Мы видим из всех приведенных цитат, что писатели самых разнородных направлений почти в одинаковых выражениях говорят об отражении жизни в искусстве, о смене художественных стилей как отражении хода общественной жизни. Все одинаково враждебны идее независимого от общества искусства: произведение искусства всегда ставится в связь с общественной психологией, в связи с ней, а не «имманентно» развивается. Можно сказать, что приведенные фразы — общее место всей русской художественной критики и публицистики первой половины XIX столетия. Это не мешает тому, чтобы при более внимательном вглядывании не рассмотреть существенных различий. Для этого необходимо поставить вопрос в более дифференцированном виде и спросить, что же именно и каким образом или в каких элементах художественного произведения выражается.
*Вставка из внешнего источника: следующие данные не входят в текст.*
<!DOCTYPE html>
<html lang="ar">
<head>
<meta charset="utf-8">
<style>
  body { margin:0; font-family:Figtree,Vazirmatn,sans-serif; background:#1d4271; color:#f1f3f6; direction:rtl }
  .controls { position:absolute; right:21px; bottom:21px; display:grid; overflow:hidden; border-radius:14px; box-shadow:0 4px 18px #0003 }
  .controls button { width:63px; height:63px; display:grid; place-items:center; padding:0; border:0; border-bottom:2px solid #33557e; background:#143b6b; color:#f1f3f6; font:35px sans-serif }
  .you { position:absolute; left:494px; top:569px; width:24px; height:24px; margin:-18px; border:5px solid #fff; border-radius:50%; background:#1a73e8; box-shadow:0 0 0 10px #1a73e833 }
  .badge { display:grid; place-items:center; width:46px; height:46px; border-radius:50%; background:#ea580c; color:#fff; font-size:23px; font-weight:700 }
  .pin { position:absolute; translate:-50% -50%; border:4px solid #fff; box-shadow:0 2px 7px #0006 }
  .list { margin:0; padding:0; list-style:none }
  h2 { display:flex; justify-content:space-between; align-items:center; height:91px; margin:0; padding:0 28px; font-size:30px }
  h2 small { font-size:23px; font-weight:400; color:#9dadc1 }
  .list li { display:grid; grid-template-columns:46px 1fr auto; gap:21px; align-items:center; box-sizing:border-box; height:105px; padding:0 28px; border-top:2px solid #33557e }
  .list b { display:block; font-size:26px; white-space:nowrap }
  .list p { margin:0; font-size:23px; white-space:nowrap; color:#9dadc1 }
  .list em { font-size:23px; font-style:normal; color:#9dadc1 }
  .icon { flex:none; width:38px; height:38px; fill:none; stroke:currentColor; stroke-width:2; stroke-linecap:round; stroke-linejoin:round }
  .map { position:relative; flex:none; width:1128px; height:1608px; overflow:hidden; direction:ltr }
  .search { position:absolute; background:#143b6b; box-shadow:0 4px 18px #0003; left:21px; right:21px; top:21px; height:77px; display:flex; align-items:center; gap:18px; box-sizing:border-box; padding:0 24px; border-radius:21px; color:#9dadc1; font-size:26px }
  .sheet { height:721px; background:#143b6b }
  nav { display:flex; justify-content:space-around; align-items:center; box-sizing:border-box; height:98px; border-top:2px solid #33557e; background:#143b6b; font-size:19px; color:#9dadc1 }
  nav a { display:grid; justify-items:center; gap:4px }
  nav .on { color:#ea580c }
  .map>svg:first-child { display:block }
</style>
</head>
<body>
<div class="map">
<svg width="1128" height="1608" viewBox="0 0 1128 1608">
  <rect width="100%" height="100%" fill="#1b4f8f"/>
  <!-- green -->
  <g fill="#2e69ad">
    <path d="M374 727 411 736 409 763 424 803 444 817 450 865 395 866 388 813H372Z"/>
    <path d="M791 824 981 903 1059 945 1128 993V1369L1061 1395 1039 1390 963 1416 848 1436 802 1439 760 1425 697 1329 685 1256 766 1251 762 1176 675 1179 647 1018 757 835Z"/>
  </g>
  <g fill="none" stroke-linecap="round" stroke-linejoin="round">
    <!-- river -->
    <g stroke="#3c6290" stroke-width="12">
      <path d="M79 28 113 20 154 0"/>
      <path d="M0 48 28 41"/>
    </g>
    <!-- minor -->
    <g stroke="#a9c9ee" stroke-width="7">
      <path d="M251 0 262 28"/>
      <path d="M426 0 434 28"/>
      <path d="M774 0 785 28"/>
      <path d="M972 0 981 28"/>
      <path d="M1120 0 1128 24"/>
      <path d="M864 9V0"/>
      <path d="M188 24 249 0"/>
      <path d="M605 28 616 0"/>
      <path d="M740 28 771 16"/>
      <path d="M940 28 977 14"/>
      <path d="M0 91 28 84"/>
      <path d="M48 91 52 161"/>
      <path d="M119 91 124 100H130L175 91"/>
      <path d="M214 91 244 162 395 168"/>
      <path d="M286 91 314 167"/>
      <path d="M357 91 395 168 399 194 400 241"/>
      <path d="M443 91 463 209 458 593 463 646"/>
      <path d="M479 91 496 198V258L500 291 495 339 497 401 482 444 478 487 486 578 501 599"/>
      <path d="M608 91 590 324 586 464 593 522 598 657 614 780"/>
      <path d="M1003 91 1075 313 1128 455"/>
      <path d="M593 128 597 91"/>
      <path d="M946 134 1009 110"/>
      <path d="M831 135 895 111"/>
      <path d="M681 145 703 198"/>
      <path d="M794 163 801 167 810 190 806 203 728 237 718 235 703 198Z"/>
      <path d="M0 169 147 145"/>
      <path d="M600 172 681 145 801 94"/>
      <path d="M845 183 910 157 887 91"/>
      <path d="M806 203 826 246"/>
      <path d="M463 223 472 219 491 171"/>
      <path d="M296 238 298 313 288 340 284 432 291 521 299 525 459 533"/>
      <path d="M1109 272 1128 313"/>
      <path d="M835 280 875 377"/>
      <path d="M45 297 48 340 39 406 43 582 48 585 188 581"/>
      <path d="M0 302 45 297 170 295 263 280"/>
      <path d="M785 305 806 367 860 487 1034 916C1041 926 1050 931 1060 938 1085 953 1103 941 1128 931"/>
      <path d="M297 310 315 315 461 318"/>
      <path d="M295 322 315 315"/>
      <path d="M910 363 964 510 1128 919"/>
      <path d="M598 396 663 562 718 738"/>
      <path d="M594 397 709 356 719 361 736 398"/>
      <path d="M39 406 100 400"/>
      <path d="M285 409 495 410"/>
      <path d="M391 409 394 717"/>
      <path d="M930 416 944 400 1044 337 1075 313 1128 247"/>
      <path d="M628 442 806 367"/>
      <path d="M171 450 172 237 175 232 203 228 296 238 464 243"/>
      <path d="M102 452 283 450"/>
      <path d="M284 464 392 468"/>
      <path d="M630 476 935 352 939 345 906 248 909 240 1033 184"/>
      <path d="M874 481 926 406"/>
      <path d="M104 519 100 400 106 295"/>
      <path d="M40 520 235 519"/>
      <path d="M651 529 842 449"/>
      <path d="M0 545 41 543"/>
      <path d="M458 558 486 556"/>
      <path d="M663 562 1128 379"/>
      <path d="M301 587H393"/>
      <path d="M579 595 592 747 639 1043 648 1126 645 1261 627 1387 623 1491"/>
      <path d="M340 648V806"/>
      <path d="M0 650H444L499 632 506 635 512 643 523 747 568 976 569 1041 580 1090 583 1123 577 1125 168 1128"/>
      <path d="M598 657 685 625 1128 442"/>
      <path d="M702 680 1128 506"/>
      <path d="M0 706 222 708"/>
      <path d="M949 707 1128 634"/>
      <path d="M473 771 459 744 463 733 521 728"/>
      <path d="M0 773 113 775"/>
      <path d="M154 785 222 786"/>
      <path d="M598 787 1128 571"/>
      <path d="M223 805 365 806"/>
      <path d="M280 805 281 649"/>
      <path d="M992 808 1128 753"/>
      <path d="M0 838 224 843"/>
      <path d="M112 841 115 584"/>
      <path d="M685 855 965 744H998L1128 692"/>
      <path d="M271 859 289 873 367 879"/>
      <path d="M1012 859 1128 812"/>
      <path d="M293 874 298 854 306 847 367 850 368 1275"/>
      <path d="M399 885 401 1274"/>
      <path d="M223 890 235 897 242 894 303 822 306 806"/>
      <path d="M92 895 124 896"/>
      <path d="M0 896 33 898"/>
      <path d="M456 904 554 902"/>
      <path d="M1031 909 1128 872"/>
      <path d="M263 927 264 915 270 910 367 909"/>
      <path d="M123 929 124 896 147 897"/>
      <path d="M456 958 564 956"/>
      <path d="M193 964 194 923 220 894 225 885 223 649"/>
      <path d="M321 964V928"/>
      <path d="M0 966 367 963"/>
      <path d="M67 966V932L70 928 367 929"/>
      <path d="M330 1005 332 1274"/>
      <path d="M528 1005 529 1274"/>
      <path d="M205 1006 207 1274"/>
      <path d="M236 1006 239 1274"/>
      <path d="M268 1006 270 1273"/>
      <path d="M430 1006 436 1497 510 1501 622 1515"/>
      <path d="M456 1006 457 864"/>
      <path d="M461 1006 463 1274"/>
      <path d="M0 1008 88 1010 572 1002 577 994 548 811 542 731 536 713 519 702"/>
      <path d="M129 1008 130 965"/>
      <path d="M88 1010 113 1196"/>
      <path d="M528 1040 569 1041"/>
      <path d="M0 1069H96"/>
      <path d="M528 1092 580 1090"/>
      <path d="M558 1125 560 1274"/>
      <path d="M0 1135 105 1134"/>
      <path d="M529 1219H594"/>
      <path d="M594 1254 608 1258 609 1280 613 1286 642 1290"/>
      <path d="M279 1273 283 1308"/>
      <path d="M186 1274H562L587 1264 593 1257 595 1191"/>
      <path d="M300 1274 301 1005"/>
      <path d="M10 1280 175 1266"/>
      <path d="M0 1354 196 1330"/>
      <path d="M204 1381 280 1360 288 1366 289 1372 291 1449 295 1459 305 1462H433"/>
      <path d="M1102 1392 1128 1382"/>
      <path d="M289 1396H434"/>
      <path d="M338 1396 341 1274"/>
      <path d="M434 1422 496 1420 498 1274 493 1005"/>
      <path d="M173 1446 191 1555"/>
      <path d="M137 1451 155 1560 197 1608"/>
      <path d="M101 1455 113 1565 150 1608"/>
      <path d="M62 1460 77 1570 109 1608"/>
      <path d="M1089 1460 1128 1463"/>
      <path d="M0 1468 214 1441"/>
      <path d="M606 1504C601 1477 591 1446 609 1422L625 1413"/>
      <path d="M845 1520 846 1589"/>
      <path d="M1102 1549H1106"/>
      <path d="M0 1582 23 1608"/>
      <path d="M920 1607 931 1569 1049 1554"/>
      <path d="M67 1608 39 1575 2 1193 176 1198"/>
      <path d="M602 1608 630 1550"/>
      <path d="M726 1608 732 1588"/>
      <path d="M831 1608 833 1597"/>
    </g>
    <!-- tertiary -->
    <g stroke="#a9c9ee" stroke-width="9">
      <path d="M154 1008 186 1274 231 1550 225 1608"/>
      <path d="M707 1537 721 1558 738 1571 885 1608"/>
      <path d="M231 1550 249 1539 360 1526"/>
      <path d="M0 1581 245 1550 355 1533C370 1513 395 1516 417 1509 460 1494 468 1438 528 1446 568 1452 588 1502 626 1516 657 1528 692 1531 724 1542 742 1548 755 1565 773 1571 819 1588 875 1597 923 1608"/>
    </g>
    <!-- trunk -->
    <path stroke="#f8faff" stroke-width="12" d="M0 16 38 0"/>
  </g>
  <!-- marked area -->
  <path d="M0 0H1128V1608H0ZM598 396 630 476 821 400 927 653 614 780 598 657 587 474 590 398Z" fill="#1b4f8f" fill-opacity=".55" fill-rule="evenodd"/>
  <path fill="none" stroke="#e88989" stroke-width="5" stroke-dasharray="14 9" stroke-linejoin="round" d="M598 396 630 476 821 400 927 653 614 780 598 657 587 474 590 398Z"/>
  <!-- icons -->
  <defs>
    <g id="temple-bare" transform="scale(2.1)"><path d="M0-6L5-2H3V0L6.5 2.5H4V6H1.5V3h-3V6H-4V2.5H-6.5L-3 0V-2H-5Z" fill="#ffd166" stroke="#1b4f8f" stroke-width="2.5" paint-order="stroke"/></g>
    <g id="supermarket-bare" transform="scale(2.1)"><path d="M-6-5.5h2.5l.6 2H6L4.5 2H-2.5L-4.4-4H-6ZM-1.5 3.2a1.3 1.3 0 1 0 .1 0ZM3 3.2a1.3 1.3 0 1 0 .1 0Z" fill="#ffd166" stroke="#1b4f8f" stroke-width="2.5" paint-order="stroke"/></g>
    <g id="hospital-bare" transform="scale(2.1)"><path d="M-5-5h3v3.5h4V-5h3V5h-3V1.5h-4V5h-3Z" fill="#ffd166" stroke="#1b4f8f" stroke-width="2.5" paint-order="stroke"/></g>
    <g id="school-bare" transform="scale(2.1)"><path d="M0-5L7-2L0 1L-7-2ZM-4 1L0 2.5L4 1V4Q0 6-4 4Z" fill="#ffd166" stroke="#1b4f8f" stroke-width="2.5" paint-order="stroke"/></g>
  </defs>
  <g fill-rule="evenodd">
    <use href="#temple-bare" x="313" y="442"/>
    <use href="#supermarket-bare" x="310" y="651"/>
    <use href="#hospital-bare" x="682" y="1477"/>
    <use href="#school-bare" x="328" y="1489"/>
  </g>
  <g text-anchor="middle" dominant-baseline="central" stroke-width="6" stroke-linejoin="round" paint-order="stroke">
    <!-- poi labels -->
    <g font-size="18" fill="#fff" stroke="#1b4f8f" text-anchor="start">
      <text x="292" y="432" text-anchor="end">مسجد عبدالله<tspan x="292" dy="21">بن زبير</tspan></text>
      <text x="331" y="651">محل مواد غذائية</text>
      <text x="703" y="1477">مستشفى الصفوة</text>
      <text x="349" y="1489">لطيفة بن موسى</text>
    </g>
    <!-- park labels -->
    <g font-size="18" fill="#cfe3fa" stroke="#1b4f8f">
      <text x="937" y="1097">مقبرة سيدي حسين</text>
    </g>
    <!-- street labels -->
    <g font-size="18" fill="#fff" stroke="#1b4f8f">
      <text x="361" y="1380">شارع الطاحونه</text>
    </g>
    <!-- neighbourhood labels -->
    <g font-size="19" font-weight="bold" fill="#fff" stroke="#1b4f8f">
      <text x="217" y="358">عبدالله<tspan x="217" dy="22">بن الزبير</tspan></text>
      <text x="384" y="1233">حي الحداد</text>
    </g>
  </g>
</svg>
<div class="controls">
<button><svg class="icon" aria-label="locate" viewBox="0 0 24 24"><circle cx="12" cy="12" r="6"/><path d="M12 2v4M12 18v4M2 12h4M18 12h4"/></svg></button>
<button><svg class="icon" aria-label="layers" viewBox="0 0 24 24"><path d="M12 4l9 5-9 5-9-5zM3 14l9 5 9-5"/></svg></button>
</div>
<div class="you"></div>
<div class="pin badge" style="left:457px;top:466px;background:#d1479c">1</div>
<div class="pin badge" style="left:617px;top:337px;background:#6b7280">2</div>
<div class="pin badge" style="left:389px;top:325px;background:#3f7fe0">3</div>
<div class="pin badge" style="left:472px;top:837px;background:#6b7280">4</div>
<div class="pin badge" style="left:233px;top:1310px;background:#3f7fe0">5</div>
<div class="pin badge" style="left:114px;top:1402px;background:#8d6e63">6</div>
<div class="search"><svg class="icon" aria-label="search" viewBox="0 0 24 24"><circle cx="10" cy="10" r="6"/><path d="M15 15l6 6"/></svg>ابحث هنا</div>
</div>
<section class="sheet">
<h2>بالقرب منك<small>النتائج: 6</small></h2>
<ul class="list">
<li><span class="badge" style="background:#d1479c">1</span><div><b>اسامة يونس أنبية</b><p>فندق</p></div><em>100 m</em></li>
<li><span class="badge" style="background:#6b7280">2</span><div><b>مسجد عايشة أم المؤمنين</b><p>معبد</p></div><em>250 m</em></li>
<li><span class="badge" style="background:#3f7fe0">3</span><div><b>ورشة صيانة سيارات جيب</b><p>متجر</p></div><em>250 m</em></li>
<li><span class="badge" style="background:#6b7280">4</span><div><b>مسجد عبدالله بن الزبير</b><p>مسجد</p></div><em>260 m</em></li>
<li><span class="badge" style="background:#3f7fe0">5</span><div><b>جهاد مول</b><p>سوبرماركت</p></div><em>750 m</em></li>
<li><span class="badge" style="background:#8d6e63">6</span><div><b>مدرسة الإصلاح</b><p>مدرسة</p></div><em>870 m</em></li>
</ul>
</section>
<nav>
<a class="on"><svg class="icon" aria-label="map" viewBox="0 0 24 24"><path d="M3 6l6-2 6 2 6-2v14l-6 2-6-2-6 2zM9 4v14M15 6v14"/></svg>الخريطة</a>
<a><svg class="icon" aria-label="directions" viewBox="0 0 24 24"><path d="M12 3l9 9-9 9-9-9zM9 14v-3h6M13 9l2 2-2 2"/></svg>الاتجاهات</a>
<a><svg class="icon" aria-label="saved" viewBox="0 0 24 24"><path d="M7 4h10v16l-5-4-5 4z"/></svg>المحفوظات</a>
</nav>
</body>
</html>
Совершенно ясно, что такие термины, как «нравы», «жизнь», «народ» — чересчур расплывчаты и с каждым из них разные авторы связывают разное содержание. Прежде всего можно предположить, что жизнь (или общество, или эпоха) отражается в сюжете: те или иные события, исторически данные общественные отношения берутся как тема и ими определяется стилистическое своеобразие произведений.
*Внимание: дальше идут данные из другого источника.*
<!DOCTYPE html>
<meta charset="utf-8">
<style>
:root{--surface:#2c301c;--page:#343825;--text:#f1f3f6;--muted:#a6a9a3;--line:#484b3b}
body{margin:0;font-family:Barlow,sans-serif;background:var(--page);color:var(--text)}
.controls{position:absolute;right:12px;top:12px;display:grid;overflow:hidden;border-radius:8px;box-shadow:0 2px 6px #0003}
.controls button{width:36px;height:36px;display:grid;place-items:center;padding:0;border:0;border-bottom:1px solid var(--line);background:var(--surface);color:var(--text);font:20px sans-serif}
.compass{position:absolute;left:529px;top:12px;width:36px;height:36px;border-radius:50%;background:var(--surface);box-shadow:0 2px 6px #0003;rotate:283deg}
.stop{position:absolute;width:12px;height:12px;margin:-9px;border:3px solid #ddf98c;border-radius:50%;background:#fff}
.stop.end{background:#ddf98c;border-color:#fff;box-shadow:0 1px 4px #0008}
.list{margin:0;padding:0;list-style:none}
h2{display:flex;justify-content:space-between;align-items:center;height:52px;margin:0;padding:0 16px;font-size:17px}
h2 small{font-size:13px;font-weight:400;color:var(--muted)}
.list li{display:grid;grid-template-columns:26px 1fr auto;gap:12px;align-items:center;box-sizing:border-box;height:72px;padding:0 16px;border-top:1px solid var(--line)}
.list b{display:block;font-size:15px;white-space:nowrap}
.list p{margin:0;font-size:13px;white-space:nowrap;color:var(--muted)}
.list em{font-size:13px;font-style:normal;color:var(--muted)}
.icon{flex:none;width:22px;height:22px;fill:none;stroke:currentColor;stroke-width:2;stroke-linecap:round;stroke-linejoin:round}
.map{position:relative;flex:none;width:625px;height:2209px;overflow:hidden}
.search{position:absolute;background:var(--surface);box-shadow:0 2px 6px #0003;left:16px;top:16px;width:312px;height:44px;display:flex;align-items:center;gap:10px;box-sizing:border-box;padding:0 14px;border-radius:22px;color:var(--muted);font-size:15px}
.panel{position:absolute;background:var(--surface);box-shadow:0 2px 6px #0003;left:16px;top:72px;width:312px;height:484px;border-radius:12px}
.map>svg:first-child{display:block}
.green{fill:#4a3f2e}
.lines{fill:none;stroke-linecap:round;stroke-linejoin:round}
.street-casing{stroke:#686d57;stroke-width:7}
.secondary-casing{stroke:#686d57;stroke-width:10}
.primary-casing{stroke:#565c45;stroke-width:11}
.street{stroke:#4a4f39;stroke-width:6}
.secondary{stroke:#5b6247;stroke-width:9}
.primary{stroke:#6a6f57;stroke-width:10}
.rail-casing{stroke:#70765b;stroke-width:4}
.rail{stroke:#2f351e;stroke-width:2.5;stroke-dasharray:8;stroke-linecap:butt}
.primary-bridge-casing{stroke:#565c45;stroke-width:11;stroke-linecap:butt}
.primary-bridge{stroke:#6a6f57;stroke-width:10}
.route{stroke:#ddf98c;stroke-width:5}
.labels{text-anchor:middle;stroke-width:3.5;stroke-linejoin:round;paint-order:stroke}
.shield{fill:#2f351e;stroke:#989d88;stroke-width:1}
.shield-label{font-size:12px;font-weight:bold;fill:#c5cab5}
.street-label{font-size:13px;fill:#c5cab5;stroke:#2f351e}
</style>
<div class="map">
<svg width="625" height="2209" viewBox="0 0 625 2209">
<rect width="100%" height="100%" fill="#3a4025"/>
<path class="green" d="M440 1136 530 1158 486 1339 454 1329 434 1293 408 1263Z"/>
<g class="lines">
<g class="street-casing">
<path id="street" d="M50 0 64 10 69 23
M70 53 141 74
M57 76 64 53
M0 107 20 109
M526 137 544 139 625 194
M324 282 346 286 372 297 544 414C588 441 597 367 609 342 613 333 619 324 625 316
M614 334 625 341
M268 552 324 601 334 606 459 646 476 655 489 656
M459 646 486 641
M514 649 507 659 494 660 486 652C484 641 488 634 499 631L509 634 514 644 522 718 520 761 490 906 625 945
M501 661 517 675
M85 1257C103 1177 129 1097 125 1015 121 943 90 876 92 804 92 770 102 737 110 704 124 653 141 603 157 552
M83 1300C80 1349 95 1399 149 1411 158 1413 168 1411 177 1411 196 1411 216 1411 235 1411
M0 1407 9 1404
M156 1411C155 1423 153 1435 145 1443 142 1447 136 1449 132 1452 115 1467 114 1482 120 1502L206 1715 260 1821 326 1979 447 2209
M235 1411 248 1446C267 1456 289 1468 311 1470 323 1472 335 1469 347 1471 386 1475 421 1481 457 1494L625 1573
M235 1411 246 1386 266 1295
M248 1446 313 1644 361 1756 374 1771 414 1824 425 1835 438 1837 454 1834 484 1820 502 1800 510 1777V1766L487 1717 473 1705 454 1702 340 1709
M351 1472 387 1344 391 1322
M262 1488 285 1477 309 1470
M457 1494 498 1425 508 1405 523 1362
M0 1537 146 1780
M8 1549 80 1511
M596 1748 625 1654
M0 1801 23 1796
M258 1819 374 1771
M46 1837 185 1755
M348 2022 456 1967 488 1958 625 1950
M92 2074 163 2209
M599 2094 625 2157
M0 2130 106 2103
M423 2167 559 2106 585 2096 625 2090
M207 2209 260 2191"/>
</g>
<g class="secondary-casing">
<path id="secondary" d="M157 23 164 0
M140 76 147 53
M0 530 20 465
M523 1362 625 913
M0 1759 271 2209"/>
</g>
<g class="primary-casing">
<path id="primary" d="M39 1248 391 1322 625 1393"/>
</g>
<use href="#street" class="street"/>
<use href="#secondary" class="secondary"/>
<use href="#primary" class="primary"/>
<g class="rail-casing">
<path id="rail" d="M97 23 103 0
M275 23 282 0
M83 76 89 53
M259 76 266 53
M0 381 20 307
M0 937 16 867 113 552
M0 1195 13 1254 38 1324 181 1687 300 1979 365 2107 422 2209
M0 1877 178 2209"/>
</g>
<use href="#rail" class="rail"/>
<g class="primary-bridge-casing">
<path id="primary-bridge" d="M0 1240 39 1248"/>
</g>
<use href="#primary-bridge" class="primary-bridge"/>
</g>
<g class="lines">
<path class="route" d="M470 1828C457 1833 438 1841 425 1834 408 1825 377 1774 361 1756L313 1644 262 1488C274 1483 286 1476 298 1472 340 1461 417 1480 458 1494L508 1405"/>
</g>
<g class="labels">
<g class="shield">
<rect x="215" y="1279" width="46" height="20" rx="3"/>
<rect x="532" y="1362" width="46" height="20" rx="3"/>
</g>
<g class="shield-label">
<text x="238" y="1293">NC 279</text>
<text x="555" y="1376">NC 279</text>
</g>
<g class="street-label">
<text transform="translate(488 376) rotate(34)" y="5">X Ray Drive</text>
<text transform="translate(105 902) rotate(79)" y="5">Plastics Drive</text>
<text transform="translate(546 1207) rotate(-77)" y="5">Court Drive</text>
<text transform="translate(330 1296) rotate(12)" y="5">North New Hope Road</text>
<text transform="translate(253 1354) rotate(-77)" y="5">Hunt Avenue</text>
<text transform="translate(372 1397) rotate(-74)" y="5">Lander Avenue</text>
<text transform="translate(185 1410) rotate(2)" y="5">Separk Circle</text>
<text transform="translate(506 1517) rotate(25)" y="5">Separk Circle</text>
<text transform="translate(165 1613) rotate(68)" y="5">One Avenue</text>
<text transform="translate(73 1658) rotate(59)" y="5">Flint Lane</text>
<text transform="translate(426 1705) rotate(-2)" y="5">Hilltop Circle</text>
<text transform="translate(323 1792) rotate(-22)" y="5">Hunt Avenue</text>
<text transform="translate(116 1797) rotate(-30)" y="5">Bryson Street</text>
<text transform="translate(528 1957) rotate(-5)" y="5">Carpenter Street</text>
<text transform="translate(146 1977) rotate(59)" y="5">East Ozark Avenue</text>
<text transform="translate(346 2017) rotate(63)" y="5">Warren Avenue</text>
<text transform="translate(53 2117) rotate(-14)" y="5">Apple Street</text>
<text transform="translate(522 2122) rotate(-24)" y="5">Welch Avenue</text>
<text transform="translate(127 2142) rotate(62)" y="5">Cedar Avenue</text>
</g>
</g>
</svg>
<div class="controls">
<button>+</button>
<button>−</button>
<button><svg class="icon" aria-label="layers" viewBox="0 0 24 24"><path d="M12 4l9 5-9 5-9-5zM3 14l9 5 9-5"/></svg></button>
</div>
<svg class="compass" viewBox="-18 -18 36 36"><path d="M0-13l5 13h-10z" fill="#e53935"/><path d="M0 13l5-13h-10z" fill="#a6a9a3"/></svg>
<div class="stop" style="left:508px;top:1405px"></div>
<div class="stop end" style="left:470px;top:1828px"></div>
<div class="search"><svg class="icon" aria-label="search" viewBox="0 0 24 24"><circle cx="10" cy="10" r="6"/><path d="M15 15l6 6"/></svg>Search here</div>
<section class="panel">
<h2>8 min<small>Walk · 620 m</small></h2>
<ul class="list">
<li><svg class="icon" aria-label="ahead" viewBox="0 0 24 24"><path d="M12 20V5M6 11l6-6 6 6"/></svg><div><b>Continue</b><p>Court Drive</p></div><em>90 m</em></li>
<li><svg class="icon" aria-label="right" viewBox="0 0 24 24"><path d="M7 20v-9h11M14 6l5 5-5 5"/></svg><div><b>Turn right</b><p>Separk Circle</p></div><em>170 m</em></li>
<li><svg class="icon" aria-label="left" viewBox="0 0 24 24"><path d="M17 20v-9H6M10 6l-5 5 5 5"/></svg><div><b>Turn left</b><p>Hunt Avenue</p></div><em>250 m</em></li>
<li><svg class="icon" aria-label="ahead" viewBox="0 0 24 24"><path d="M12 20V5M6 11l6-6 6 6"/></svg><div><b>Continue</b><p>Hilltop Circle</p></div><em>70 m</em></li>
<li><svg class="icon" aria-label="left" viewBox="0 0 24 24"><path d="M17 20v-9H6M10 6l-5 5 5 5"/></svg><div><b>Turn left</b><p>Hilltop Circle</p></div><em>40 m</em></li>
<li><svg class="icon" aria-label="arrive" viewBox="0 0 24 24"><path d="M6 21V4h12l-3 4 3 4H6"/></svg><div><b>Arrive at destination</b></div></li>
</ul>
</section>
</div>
В цитированной статье Ансильона (1815) вопрос о различии классического и романтического стиля решается именно так. Различие ищется в «различии предметов [в подл, thиmes]», которые обрабатывала древняя и новая поэзия, нежели в «главных способах и тоне». «Сие разнообразие в предметах», говорится далее, «происходит от разнообразия нравов и общественного духа, принадлежавшего к обеим эпохам»55. Это различие особенно разительно, по мнению автора, в трех отношениях: «в отношении религии, состояния женщин и образованности» ■ Таким образом, изображаемая эпоха или общественная среда — вот что решает вопрос о стиле. Впрочем, автор указывает и на различие в способах выражения: в древней поэзии господствует объективность (поэт «забывается»), в новой — субъективность (поэт «показывает себя»)57.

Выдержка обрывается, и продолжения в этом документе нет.